To be fair, he did say it's concerning if the top income brackets are static, so as long as we shuffle out our feudal lords from time to time, we should be okay.


>it follows that social mobility is pretty much dead. It is a bleak vision.

I have always found the idea of social mobility depressing. It assumes that we will always have a hierarchy, with some people who are powerful and prestigious and others who are poor and always feel inadequate. It assumes that we will always have an underclass but at least people can leave it.


> The real distinction has nothing to do with how pleasant life is but the fundamental stability of society. For nearly all of human history since agriculture there has been a ruling class which survives through the exploitation of the labor class, but for most of the history there was an asymmetric dependance between ruling classes and labor class: ruling classes where absolutely dependent on labor class, but the inverse was not true.

I don't think this is accurate. We are much less likely to suffer famine than they were (also epidemics, despite recent events). We are much less likely to suffer war. We are much less likely to suffer a neighboring warlord taking our stuff, including the food we need for the winter. And so on.

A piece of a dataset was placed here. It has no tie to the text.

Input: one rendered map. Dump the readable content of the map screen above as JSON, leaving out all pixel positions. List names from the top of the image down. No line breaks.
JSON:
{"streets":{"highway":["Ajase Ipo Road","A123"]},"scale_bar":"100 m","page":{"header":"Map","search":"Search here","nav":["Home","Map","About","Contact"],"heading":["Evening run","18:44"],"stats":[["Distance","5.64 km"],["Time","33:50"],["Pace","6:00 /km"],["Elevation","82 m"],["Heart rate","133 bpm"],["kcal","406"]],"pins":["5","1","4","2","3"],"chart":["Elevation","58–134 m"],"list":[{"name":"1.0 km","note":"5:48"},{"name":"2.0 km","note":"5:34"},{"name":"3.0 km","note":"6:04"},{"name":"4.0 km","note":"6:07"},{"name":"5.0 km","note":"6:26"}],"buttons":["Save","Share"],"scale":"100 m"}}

Viewed from a high enough level, the society may have been stable. Stability wasn't really a characteristic of life at the individual or family level, though.


> Btw, poor people lacking influence is not consistent with how quite a lot of European nobles died

I believe people dying (noble or otherwise) is the recurring historical singularity we're trying to avoid; so we can both acknowledge that the poor can violently and quite temporarily gain political advantage while recognizing that during non-singular time periods (which is most of time) the converse is generally true.


> Isn’t the problem with inequality that it makes the society less stable?

Yes. However, too much equality also makes society too static, because no one is incentivized to innovate anymore. The problem, as always, is maintaining the right balance.


> Societies that are smaller have have less stuff are obviously going to have less material inequality.

As stuff approaches zero, material inequality approaches zero.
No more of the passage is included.